Genetic safety in numbers, platypus study finds

Platypuses on the Australian mainland and in Tasmania are fighting fit but those on small islands are at high risk of being wiped out from disease, according to a University of Sydney study.

The finding has important implications, not only for the management of the platypus but for other populations with limited genetic variation, including the iconic koala.

“We have identified platypus populations which are at high risk of disease epidemics due to low genetic diversity,” said Mette Lillie, a PhD researcher at the University of Sydney’s Faculty of Veterinary Science.

Lillie is the lead author of the study on platypus populations, Diversity at the Major Histocompatibility Complex Class II in the Platypus, Ornithorhynchus anatinus, published this month in the Journal of Heredity Advance Access. Lillie’s supervisor Kathy Belov, Associate Professor in Animal Genetics, is the study’s senior author.

The platypus has a wide distribution in Australia, including island populations on Tasmania, King Island (north-west of Tasmania) and Kangaroo Island (south-west of Adelaide).

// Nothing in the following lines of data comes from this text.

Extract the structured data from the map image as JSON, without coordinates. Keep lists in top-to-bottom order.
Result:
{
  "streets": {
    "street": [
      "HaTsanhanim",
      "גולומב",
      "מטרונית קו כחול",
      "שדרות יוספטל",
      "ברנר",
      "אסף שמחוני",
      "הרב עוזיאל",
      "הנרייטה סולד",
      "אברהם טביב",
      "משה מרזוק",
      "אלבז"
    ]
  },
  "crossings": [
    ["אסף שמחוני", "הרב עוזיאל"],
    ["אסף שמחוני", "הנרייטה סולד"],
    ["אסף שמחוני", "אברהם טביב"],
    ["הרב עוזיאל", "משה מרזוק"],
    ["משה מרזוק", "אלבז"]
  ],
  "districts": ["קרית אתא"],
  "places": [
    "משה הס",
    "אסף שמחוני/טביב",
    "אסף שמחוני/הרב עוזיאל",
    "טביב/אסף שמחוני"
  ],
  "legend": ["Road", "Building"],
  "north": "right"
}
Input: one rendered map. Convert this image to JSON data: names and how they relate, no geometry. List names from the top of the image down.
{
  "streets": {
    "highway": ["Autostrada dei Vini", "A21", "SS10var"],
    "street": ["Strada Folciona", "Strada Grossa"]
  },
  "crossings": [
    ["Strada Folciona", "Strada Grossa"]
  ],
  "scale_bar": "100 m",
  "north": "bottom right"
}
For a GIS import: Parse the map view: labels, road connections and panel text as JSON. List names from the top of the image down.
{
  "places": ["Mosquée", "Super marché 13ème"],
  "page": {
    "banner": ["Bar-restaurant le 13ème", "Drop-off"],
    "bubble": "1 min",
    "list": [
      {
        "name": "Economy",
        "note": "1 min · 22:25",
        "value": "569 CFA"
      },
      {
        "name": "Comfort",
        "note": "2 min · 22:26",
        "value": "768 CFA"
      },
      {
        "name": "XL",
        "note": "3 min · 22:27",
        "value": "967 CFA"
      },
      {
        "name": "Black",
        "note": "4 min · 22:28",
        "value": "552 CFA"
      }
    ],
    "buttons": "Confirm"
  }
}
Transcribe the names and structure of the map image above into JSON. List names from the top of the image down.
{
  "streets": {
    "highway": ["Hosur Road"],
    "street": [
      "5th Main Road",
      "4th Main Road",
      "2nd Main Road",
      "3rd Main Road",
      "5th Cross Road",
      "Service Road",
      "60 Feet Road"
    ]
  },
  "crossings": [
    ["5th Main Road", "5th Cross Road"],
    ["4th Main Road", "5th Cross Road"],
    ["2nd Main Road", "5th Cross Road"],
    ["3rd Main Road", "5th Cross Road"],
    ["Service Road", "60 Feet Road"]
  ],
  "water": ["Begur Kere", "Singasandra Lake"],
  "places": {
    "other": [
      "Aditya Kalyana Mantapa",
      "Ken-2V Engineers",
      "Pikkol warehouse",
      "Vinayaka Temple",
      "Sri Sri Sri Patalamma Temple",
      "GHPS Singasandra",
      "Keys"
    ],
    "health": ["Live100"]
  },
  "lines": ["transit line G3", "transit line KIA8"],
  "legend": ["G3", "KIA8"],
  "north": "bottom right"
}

“Our study measured how immunologically fit platypus populations are based on how much variation there is in their immune genes. Variation is very important for populations because the more variation there is, the more pathogens the populations can resist,” Lillie said.

The study found platypus colonies on the mainland and in Tasmania show high immune gene diversity. The smaller island platypus populations were a different story. The Kangaroo Island population had very low diversity and the King Island population had no immune gene diversity at all.

The lack of diversity in the Kangaroo Island population can be explained by the fact that only a small number of platypuses were introduced there during the 1930s and ‘40s, which would have limited genetic diversity.

The King Island population has been isolated from Tasmania and the mainland since the last ice age, 14,000 years ago, so genetic diversity would have been lost due to inbreeding and random genetic drift - an important evolutionary force that influences genetic diversity from one generation to the next. Genetic drift is especially significant in small isolated populations, where it tends to decay genetic diversity over time.

The team has previously shown that low immune gene diversity allowed a contagious cancer to decimate Tasmanian devils, so the identification of a shallow gene pool in Kangaroo and King Island platypuses raises concerns about their long term survival. These populations will need to be carefully managed and monitored for signs of disease outbreaks, as an introduced disease could reach epidemic proportions.

This research has important implications for conservation management as it reinforces the idea that healthy populations need high levels of immune gene diversity. Large populations of immunological clones are a recipe for disaster and time bombs for disease epidemics.